On Publishing My First Feature with The Big Issue
- Scarlet Thomas
- Apr 17
- 2 min read
Updated: May 2

There is something strangely disorienting about seeing your work in print for the first time.
Not on a screen, not in a draft folder, not in a Google Doc you can endlessly adjust — but fixed. Held. Circulating in the world without you.
My recent feature on Nikita Gill, published in The Big Issue (Edition 759), began as a conversation about myth and girlhood. But somewhere in the process, it became something else — a reflection on voice, on who gets to speak, and what it means to write from within structures that don’t always make space for you.
The process of writing it was one thing. The process of editing it — of letting it shift, soften, expand for a broader audience — was another.

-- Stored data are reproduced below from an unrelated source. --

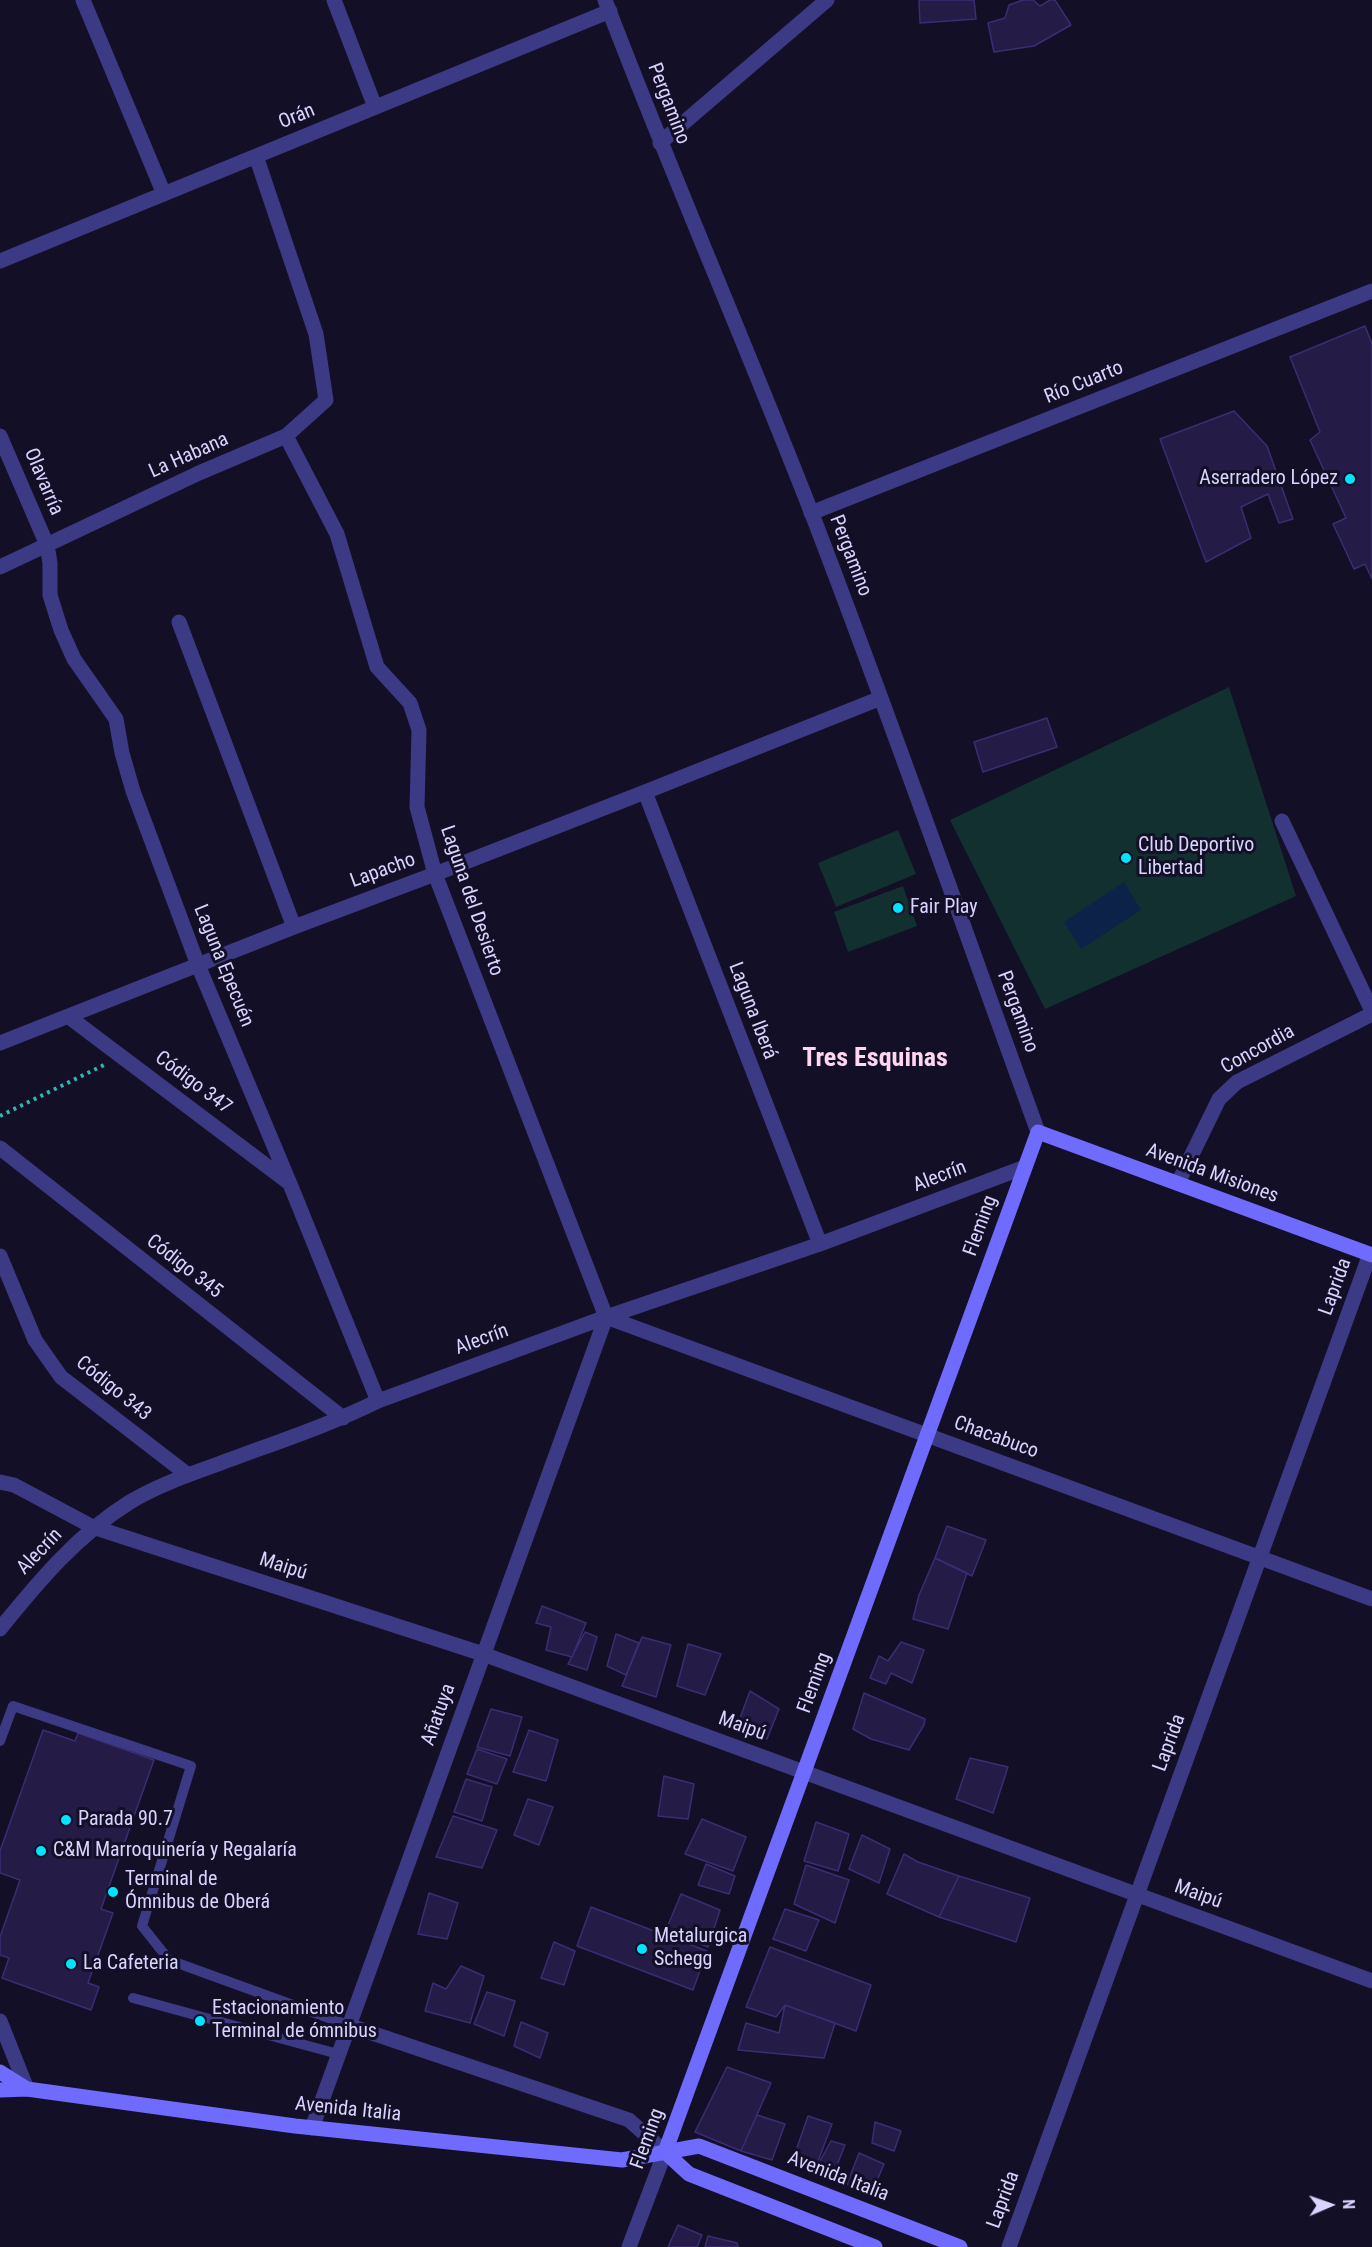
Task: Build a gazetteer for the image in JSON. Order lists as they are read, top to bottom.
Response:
{
  "streets": {
    "main road": ["Avenida Misiones", "Fleming", "Avenida Italia"],
    "street": [
      "Pergamino",
      "Orán",
      "Río Cuarto",
      "La Habana",
      "Olavarría",
      "Lapacho",
      "Laguna del Desierto",
      "Laguna Epecuén",
      "Laguna Iberá",
      "Concordia",
      "Código 347",
      "Alecrín",
      "Código 345",
      "Laprida",
      "Código 343",
      "Chacabuco",
      "Maipú",
      "Añatuya"
    ]
  },
  "crossings": [
    ["Pergamino", "Orán"],
    ["Pergamino", "Río Cuarto"],
    ["Pergamino", "Lapacho"],
    ["Pergamino", "Avenida Misiones"],
    ["Pergamino", "Fleming"],
    ["Orán", "La Habana"],
    ["La Habana", "Olavarría"],
    ["La Habana", "Laguna del Desierto"],
    ["La Habana", "Laguna Epecuén"],
    ["Olavarría", "Laguna Epecuén"],
    ["Lapacho", "Laguna del Desierto"],
    ["Lapacho", "Laguna Epecuén"],
    ["Lapacho", "Laguna Iberá"],
    ["Lapacho", "Código 347"],
    ["Laguna del Desierto", "Alecrín"],
    ["Laguna del Desierto", "Chacabuco"],
    ["Laguna del Desierto", "Añatuya"],
    ["Laguna Epecuén", "Código 347"],
    ["Laguna Epecuén", "Alecrín"],
    ["Laguna Iberá", "Alecrín"],
    ["Concordia", "Avenida Misiones"],
    ["Avenida Misiones", "Fleming"],
    ["Avenida Misiones", "Laprida"],
    ["Alecrín", "Fleming"],
    ["Alecrín", "Código 345"],
    ["Alecrín", "Código 343"],
    ["Alecrín", "Chacabuco"],
    ["Alecrín", "Maipú"],
    ["Alecrín", "Añatuya"],
    ["Fleming", "Chacabuco"],
    ["Fleming", "Maipú"],
    ["Fleming", "Avenida Italia"],
    ["Laprida", "Chacabuco"],
    ["Laprida", "Maipú"],
    ["Chacabuco", "Añatuya"],
    ["Maipú", "Añatuya"],
    ["Añatuya", "Avenida Italia"]
  ],
  "districts": ["Tres Esquinas"],
  "places": [
    "Aserradero López",
    "Club Deportivo Libertad",
    "Fair Play",
    "Parada 90.7",
    "C&M Marroquinería y Regalaría",
    "Terminal de Ómnibus de Oberá",
    "Metalurgica Schegg",
    "La Cafeteria",
    "Estacionamiento Terminal de ómnibus"
  ],
  "north": "right"
}
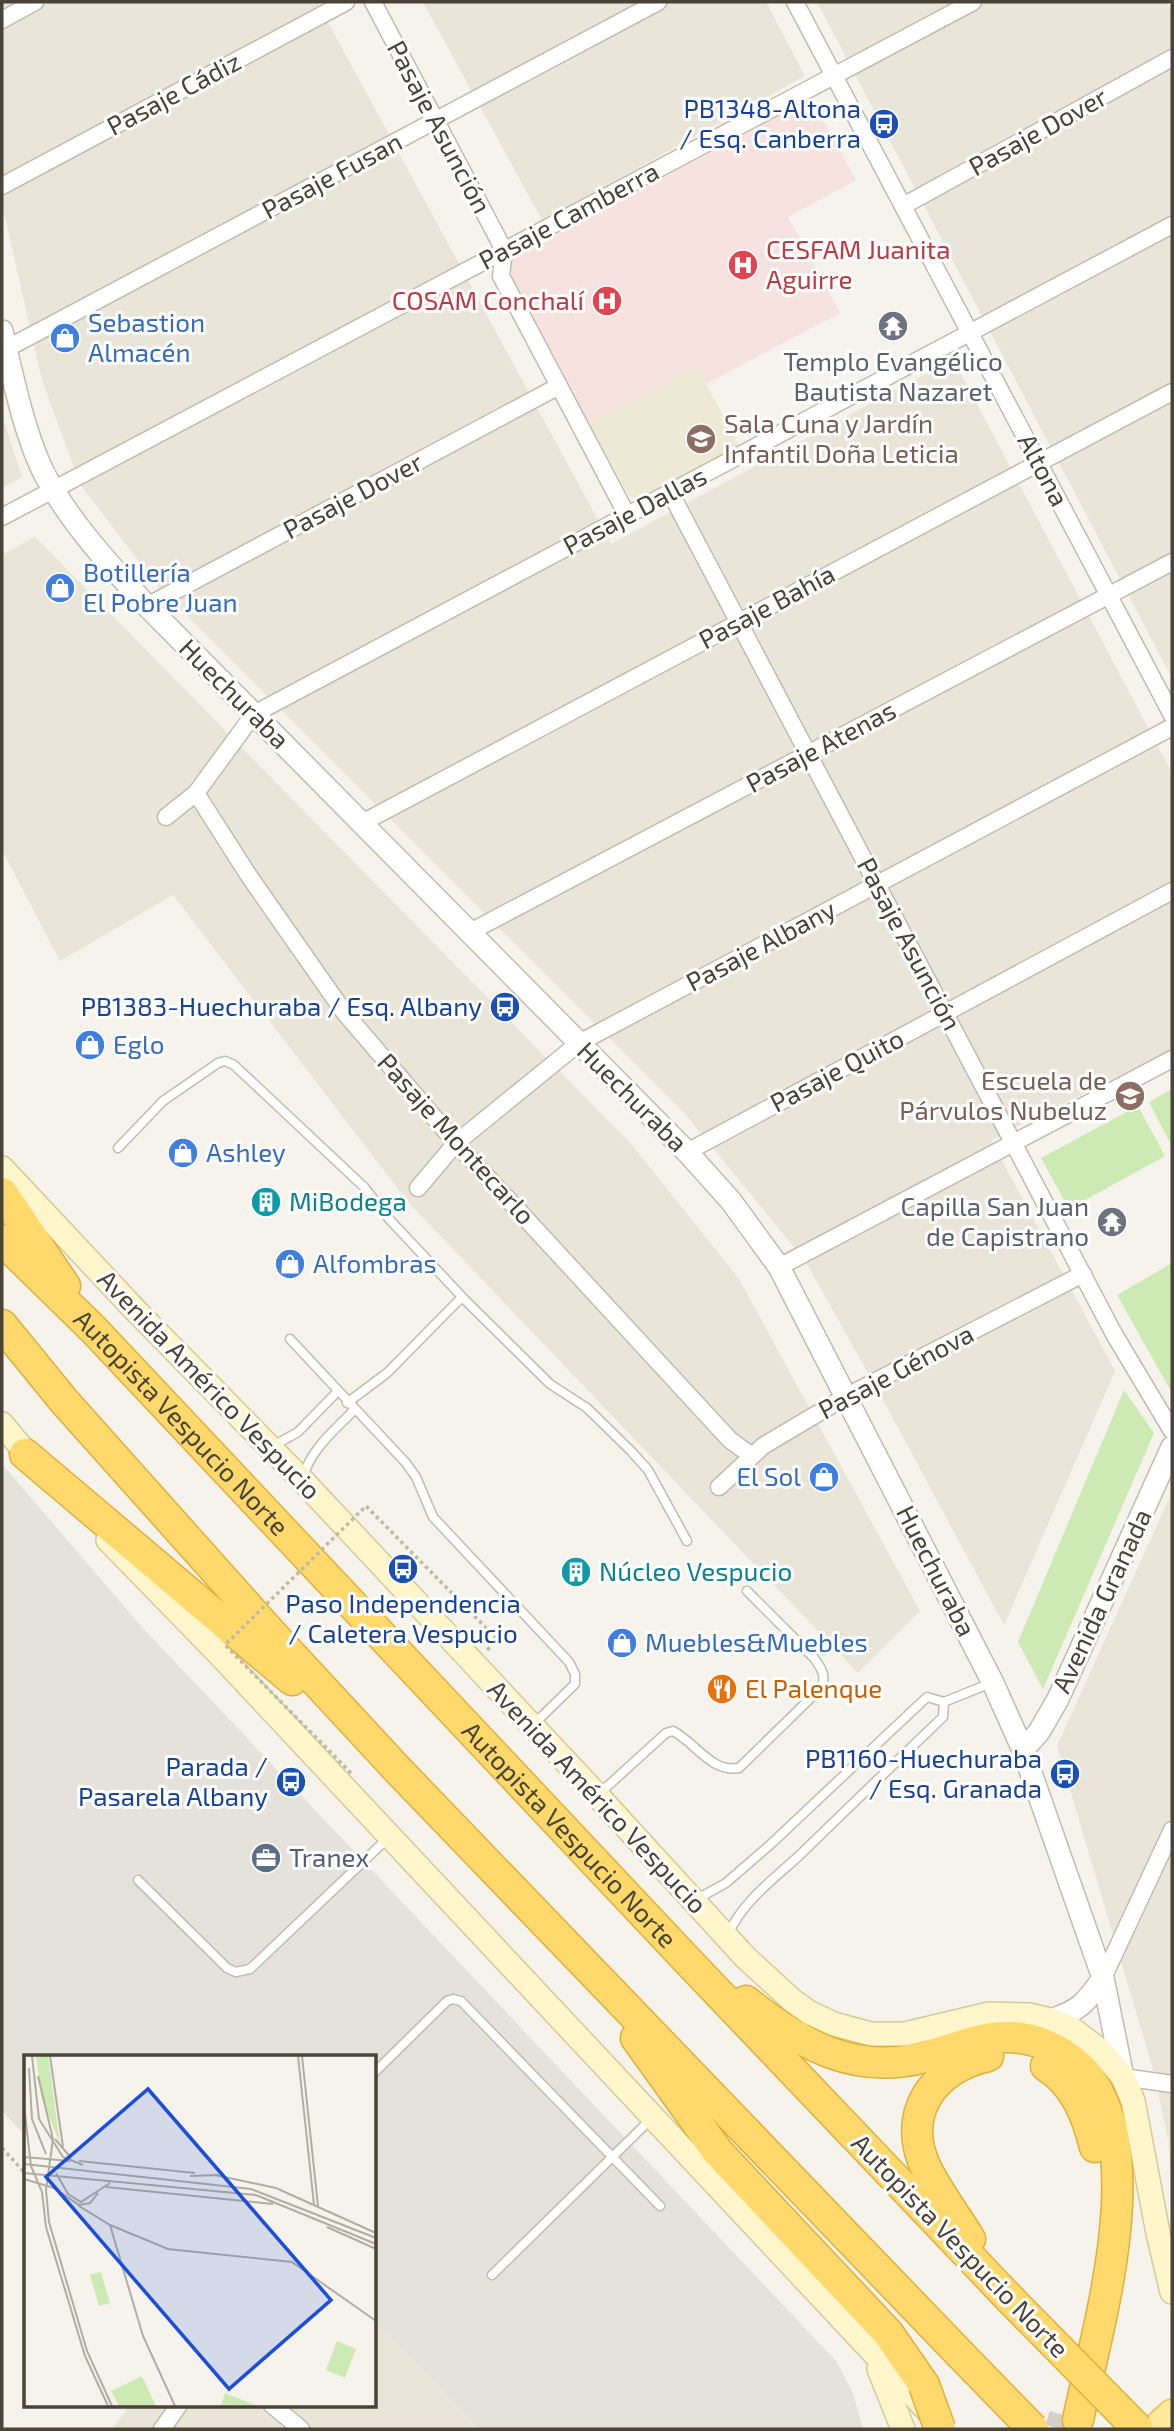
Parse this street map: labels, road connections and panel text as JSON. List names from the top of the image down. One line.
{"streets":{"highway":["Autopista Vespucio Norte"],"main road":["Avenida Américo Vespucio"],"street":["Pasaje Cádiz","Pasaje Asunción","Pasaje Dover","Pasaje Fusan","Pasaje Camberra","Altona","Pasaje Dallas","Pasaje Bahía","Huechuraba","Pasaje Atenas","Pasaje Albany","Pasaje Quito","Pasaje Montecarlo","Pasaje Génova","Avenida Granada"]},"crossings":[["Pasaje Asunción","Pasaje Dover"],["Pasaje Asunción","Pasaje Fusan"],["Pasaje Asunción","Pasaje Camberra"],["Pasaje Asunción","Pasaje Dallas"],["Pasaje Asunción","Pasaje Bahía"],["Pasaje Asunción","Pasaje Atenas"],["Pasaje Asunción","Pasaje Albany"],["Pasaje Asunción","Pasaje Quito"],["Pasaje Asunción","Pasaje Génova"],["Pasaje Dover","Altona"],["Pasaje Dover","Huechuraba"],["Pasaje Fusan","Huechuraba"],["Pasaje Camberra","Altona"],["Pasaje Camberra","Huechuraba"],["Altona","Pasaje Dallas"],["Altona","Pasaje Bahía"],["Altona","Pasaje Atenas"],["Pasaje Dallas","Huechuraba"],["Pasaje Dallas","Pasaje Montecarlo"],["Pasaje Bahía","Huechuraba"],["Huechuraba","Pasaje Atenas"],["Huechuraba","Pasaje Albany"],["Huechuraba","Pasaje Quito"],["Huechuraba","Pasaje Génova"],["Huechuraba","Avenida Américo Vespucio"],["Huechuraba","Avenida Granada"],["Pasaje Albany","Pasaje Montecarlo"],["Pasaje Montecarlo","Pasaje Génova"]],"places":{"bus stop":["PB1348-Altona / Esq. Canberra","PB1383-Huechuraba / Esq. Albany","Paso Independencia / Caletera Vespucio","PB1160-Huechuraba / Esq. Granada","Parada / Pasarela Albany"],"hospital":["CESFAM Juanita Aguirre","COSAM Conchalí"],"temple":["Templo Evangélico Bautista Nazaret","Capilla San Juan de Capistrano"],"shop":["Sebastion Almacén","Botillería El Pobre Juan","Eglo","Ashley","Alfombras","El Sol","Muebles&Muebles"],"school or university":["Sala Cuna y Jardín Infantil Doña Leticia","Escuela de Párvulos Nubeluz"],"building":["MiBodega","Núcleo Vespucio"],"restaurant":["El Palenque"],"office":["Tranex"]}}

I think this is something I’m still learning: writing doesn’t exist in isolation. It moves through other people. Through editors, publications, readers. It becomes collaborative, even when it starts as something deeply personal.
There were moments where I felt protective over certain phrases, certain rhythms. Moments where I wondered if the piece was still entirely mine. But seeing it now, in its final form, I can recognise something else — not a loss of voice, but an evolution of it.
A translation.
Being published in The Big Issue also carries a weight beyond the writing itself. It’s a publication that exists within a social framework, one that directly supports vendors and communities. That context matters. It changes how the work sits in the world.
This feels like a beginning. Not in a dramatic sense, but in a quiet, steady one.
Something that says: this is possible.